Proceed To Download Page 
*www.giveawayofday.com/kis602621en/.

Active Giveaway time left: 5 hours 49 minutes 

downloaded my copy. so rush guys ... n get it !


----------



## Third Eye (Mar 31, 2007)

Another awesome post !
Great Find. Thanks

Edit - Servers really very busy.

I have installed & activated 
Thanks again to Anandk


Guys only 5 hrs left


----------



## Arsenal_Gunners (Mar 31, 2007)

Whoa!Best thing they have ever given.Thanks a million.

Edit: Damn!The server looks busy,but I will not let it go so easily.


----------



## casanova (Mar 31, 2007)

This is a bit funny. The main page shows Hide Window Plus with around 17 hours remaining. 

*www.giveawayoftheday.com/

Heavy traffic on the link provided by Anand. Cant open it.

Edit
never noticed that the is missing in th link provided by Anand


----------



## Arsenal_Gunners (Mar 31, 2007)

YEAH!The downloaded has started,though 17-22 KBps speed only.
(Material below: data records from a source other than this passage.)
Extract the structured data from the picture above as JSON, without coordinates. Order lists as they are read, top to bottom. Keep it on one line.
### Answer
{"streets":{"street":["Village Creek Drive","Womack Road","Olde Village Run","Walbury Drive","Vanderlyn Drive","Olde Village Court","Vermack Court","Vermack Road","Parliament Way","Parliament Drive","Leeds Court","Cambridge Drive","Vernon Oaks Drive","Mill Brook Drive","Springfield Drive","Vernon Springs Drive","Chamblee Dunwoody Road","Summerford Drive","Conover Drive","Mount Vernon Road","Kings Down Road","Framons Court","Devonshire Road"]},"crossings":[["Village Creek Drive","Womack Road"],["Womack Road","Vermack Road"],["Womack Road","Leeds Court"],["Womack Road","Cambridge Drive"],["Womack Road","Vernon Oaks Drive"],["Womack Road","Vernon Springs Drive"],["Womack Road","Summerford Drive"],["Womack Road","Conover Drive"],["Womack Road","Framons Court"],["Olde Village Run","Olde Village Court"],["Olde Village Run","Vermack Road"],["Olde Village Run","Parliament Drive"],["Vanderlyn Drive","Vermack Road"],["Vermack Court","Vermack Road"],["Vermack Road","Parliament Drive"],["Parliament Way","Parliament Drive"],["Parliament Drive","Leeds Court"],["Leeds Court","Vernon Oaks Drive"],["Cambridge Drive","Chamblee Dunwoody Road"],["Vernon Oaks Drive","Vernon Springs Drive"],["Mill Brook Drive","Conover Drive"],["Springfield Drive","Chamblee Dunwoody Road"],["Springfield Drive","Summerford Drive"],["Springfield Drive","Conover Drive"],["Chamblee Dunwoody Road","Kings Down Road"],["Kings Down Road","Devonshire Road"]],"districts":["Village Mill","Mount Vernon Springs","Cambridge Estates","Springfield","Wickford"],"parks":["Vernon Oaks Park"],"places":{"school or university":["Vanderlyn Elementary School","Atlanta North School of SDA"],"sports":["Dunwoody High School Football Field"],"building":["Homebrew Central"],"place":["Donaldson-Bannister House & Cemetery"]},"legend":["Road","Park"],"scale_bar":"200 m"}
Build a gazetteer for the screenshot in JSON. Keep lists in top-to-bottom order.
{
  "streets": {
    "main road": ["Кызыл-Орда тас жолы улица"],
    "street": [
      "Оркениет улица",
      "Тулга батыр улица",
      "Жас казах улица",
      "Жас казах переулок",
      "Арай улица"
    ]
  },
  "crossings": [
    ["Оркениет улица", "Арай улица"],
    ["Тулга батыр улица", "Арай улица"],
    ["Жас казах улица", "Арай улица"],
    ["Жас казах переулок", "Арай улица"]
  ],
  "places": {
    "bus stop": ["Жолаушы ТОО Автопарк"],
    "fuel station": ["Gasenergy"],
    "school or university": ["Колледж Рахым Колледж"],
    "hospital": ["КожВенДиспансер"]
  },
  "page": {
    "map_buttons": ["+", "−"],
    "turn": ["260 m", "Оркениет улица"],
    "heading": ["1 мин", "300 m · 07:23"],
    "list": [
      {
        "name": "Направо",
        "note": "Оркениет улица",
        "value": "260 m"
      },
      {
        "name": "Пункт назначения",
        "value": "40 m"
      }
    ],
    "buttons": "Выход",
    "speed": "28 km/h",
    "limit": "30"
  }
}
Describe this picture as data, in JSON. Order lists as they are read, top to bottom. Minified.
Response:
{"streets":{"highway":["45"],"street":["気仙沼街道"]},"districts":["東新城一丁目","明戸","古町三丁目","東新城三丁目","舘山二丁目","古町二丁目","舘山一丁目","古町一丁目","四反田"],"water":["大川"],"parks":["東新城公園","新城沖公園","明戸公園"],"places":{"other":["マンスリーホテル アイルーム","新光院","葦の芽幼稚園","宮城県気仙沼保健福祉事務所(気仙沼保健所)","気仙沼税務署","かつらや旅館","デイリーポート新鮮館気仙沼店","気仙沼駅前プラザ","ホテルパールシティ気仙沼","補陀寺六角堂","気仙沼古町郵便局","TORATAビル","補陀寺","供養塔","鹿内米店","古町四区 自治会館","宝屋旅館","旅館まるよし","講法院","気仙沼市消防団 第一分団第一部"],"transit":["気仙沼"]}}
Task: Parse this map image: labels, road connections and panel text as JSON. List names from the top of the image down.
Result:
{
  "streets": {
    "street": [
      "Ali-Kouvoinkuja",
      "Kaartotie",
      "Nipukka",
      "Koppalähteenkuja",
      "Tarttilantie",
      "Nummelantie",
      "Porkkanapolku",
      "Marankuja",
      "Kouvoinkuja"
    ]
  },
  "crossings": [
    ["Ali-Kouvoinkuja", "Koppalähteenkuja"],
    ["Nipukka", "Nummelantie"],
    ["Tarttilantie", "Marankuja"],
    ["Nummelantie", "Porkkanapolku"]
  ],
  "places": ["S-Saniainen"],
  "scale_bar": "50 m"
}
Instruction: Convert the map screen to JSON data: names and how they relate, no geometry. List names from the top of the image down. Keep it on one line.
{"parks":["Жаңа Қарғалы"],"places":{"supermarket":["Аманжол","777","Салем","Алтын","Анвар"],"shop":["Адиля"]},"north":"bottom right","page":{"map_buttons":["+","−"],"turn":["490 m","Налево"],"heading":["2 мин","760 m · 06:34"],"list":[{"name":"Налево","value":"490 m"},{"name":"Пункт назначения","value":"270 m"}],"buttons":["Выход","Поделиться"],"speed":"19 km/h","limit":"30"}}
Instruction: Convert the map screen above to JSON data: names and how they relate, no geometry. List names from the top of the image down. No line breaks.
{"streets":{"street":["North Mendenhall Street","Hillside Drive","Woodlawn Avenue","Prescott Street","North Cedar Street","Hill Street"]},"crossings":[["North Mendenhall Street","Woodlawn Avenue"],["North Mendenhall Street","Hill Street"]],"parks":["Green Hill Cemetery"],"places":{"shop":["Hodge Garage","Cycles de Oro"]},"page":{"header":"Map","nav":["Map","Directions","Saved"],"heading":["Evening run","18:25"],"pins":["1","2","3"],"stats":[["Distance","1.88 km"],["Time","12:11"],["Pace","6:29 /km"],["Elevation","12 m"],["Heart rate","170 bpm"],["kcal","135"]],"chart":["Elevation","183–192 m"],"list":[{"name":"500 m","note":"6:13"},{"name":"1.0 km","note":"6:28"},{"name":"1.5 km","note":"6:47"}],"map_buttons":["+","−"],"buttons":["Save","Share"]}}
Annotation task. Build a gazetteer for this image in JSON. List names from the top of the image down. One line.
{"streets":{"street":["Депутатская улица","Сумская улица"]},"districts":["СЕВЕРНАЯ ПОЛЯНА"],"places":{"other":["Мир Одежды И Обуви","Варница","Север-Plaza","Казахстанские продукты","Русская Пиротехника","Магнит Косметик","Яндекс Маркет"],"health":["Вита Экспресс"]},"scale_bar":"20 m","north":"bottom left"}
50% done,speed is around 15KBps.


----------



## koolbluez (Mar 31, 2007)

Yup.. Casanova... Hide Window Plus now


----------



## Arsenal_Gunners (Mar 31, 2007)

^^Nope,It is the normal giveaway,go to anand's link to d\l(hopefully)KIS.

Done,Activating now.

@superman-Dude this is the direct link
*www.giveawayofday.com/kis602621en/
If it doesn't work keep trying as the servers are busy.


----------



## Third Eye (Mar 31, 2007)

koolbluez said:
			
		

> Yup.. Casanova... Hide Window Plus now
> I don't get it...
> Anand.. ur link is leading me to some other place
> WTF is happening here...
> ...



That message comes when ur windows is effected by spwares and adwares.


----------



## casanova (Mar 31, 2007)

Koolbluez, I am also getting the same link in opera and http 404 error in IE.
I am using Kaspersky Internet Security 6.0.2.614 and if thats the case tech_mastermind, no use downloading this


----------



## anandk (Mar 31, 2007)

oops. just remove the dot at the end of my downlaod link. and use ie6 or ie7. i did just that ! and i hope ur javascript and cookies r enabled ...


----------



## casanova (Mar 31, 2007)

IE and opera removed that dot at the end. Not working still. How to check javascript is enabled or not. Cookies are enabled


----------



## Third Eye (Mar 31, 2007)

Servers are too busy.I too got this error when i opened the link first time.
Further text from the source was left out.